Children between the ages of 1 and 2 can be very difficult, especially the “terrible twos” where it seems the only word they know is “no”. This is a normal part of the development process where the child is beginning to make their own decisions combined with an underdeveloped communication ability.

Kids, even infants, learn quickly what triggers to use and which of your buttons to push. The occasional temper tantrum is probably normal and if you handle it correctly, it will work itself out. When they continually increase, have some regularity, or accelerate you need to be concerned.

Some children are more prone to tantrums, like those who don’t react well to change or are hyperactive. Compound this with exhaustion, or hunger and you have a recipe for a tantrum.

The quickest and easiest solution is to give in. Buy the toy or snack or give your child whatever he or she is asking for. However, this only reinforces the bad behavior. First take control of yourself. Become as calm as possible and explain that these actions are not acceptable. If the entire event is just attention seeking, you may need to use some discipline. You need to be firm. Explain the consequences like, you will get a time out or no tv for the rest of the day. Then follow through.

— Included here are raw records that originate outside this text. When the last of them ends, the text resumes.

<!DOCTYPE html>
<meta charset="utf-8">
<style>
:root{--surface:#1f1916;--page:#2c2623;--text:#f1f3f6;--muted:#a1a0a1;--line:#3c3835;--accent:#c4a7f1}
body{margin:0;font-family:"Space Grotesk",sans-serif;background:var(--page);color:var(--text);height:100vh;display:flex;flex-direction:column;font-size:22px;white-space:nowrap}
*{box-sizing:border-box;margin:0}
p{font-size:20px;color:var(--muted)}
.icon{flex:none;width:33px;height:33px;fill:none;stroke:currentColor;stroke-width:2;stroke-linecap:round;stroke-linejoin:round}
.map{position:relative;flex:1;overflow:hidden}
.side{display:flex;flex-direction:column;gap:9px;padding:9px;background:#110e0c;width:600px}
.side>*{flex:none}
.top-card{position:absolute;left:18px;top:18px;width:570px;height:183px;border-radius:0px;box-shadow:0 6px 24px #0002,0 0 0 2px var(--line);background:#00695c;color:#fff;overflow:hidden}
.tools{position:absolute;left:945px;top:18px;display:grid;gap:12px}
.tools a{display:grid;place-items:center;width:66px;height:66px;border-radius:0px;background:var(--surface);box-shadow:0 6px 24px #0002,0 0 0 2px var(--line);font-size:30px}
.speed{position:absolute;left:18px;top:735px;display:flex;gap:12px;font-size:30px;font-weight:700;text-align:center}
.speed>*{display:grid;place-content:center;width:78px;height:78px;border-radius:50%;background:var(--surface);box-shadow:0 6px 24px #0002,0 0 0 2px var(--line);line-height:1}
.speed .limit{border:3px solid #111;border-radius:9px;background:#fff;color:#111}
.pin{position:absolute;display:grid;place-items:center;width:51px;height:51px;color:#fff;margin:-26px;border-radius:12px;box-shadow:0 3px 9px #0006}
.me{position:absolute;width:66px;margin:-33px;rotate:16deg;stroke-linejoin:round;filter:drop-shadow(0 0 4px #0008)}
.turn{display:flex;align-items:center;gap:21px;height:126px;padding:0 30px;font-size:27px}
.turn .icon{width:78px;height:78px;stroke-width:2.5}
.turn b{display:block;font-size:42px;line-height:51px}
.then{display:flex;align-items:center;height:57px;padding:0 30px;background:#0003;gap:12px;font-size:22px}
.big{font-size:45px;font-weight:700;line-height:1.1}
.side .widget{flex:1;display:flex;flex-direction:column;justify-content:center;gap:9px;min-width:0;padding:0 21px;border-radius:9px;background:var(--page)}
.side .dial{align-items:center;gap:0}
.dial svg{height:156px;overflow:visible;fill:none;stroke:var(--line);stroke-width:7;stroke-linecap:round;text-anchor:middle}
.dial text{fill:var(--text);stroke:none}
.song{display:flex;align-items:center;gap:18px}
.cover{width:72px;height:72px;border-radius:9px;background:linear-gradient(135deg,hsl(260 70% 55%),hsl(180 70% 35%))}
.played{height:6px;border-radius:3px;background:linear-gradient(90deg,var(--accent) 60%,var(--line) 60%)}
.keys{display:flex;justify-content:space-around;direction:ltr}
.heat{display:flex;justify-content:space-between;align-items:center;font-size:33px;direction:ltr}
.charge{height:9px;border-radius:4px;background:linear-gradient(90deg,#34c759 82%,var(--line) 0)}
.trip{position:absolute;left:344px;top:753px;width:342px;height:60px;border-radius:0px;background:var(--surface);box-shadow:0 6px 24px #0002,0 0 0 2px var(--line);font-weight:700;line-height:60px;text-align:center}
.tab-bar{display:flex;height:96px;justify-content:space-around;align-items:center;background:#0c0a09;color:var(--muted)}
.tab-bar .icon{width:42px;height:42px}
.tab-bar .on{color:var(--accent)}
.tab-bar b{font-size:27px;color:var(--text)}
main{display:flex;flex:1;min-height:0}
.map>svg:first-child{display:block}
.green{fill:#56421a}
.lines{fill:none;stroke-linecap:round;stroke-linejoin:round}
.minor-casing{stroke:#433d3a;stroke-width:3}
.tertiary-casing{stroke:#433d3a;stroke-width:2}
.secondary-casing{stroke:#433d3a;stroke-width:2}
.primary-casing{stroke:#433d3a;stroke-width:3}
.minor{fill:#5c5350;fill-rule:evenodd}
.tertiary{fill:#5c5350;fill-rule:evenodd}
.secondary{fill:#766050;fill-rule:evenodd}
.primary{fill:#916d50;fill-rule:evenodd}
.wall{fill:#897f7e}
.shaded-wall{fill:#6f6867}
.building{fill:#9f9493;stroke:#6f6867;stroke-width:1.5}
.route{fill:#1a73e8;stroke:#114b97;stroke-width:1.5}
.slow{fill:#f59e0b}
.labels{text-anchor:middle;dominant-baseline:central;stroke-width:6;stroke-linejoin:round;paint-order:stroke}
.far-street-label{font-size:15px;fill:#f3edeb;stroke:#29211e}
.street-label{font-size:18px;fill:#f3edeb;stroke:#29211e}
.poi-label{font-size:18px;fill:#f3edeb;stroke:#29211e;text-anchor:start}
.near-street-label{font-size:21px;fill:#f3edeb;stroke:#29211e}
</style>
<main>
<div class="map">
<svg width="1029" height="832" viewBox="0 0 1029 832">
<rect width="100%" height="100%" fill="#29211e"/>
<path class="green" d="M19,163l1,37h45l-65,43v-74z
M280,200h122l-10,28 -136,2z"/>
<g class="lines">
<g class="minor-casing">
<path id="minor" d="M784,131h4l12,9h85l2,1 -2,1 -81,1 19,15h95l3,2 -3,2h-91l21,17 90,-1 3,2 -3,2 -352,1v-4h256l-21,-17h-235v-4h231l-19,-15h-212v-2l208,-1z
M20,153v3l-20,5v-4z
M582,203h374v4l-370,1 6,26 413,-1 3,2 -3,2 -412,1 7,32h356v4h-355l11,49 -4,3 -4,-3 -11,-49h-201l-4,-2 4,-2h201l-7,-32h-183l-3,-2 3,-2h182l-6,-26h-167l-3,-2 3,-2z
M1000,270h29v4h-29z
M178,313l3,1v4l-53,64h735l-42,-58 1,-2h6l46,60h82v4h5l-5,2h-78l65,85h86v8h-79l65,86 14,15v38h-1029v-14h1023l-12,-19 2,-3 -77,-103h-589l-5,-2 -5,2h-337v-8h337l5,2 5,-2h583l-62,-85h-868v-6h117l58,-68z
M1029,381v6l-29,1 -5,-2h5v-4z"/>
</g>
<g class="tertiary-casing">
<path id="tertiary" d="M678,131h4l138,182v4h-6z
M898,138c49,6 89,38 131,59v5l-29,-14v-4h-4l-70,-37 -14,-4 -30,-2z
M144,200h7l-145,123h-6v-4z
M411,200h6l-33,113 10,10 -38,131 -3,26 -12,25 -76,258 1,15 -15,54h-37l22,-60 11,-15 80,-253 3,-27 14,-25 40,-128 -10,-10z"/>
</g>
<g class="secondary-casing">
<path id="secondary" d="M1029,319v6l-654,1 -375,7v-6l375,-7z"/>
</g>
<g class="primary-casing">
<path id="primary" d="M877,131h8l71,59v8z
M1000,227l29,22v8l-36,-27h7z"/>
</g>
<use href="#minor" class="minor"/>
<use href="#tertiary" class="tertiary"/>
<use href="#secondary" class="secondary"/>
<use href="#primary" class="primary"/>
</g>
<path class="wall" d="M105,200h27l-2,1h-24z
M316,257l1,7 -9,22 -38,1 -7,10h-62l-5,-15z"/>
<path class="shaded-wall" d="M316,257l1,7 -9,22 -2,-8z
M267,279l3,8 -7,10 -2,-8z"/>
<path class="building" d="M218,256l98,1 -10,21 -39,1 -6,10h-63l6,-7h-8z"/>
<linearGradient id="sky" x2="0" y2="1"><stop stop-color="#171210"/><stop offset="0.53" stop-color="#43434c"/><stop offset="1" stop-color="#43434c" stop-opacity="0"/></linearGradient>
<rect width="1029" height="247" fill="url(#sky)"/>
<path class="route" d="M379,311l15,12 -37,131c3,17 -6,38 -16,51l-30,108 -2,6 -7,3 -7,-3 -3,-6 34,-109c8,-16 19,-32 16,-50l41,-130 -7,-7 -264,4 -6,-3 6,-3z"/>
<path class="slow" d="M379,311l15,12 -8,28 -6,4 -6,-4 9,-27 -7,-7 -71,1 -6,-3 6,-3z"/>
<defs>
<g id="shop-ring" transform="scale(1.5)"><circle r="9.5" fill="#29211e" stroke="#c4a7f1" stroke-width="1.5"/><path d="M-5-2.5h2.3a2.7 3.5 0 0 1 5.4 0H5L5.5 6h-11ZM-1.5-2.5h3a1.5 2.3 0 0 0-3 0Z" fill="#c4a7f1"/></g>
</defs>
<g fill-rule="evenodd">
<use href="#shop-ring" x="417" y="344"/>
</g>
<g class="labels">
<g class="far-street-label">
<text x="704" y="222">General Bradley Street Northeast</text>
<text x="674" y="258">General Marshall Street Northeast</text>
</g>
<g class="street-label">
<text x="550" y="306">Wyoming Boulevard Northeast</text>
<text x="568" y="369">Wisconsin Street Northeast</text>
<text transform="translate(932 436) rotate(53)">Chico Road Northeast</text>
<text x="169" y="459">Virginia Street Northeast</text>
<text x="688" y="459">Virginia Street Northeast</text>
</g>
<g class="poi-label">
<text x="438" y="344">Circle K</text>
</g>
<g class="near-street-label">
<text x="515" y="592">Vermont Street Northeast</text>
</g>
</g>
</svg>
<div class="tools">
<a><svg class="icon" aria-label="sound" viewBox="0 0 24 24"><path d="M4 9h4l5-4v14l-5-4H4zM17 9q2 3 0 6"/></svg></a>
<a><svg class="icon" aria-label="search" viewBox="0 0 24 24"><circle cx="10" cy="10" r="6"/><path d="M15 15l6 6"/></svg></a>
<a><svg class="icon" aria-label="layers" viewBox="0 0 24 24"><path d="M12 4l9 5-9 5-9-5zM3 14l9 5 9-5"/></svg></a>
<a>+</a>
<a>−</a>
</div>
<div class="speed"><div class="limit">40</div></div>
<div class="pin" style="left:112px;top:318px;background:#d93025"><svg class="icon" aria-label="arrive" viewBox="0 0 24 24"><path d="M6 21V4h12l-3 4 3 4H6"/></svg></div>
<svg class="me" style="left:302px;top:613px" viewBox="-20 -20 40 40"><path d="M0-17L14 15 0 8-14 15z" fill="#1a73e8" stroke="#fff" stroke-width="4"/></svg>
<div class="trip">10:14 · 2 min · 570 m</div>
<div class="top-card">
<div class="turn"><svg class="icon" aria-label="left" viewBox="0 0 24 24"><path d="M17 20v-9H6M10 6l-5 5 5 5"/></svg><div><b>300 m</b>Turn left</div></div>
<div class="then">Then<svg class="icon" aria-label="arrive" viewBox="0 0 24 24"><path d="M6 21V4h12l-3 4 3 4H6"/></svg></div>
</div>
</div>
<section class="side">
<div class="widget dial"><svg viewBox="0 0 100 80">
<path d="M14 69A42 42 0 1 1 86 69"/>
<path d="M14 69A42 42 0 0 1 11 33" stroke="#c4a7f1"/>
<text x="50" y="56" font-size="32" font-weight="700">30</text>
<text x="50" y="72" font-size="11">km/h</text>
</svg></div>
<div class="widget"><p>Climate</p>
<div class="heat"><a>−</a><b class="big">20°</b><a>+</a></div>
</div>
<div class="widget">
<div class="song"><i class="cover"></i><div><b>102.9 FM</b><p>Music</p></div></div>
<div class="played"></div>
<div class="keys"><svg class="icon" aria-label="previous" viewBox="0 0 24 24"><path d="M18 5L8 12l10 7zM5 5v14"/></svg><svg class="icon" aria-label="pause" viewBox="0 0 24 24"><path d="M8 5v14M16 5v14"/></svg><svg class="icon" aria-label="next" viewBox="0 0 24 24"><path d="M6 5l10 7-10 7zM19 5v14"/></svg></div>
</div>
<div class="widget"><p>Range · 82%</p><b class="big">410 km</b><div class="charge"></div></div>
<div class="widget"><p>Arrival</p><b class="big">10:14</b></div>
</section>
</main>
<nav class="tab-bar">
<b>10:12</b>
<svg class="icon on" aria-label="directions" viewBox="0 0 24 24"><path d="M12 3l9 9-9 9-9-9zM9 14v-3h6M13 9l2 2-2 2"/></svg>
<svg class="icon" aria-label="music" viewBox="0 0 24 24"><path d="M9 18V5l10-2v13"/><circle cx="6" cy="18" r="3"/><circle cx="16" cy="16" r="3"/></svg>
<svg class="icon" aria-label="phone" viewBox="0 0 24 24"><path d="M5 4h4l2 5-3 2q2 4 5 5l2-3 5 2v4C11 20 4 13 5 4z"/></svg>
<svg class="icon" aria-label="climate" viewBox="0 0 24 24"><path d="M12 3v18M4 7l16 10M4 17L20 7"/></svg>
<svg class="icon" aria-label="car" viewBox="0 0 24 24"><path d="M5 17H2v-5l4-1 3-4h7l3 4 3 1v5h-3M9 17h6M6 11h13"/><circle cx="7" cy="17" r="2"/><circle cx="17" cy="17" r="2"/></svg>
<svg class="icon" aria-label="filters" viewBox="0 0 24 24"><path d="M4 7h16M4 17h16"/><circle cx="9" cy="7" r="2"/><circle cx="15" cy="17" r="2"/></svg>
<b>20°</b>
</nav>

This is not easy. Despite the stares and comments from onlookers and possibly a request from management to leave the premises, try to avoid the anger that is building. Explain firmly that you love him or her but you are not going to give them what they want. When the child realizes he or she will not succeed, the conduct should improve.

A time out will give everyone a chance to calm down, you included. The general rule for time out is one minute per year of child’s age. For an infant, it is okay for you to move away from the situation. Put your baby in a safe place like the crib and move to your own safe space. This can include listening to music or some other activity that will allow you to regain your composure. Call a friend or relative if you feel you need more help.

There are some techniques you can use to prevent the tantrum in the first place.

  • As much as possible avoid situations that will initiate a tantrum. If your plans change, give your child a head’s up at least five minutes earlier.
  • Communication is key. A child comprehends more than you think. The fewer changes in your day, the better.
  • Allow the child to take along a toy or food for the excursion. It also helps if you offer them a choice, so they will feel they have some control.
  • If possible, have the child rested and fed before leaving.
  • At home, don’t leave temptations at little arms’ length or even in their sight.

Give praise as the child makes the correct decision and an appropriate reward if available. Control yourself as best you can. There are other techniques including seeking counseling. You just need to find what works best for you and your child.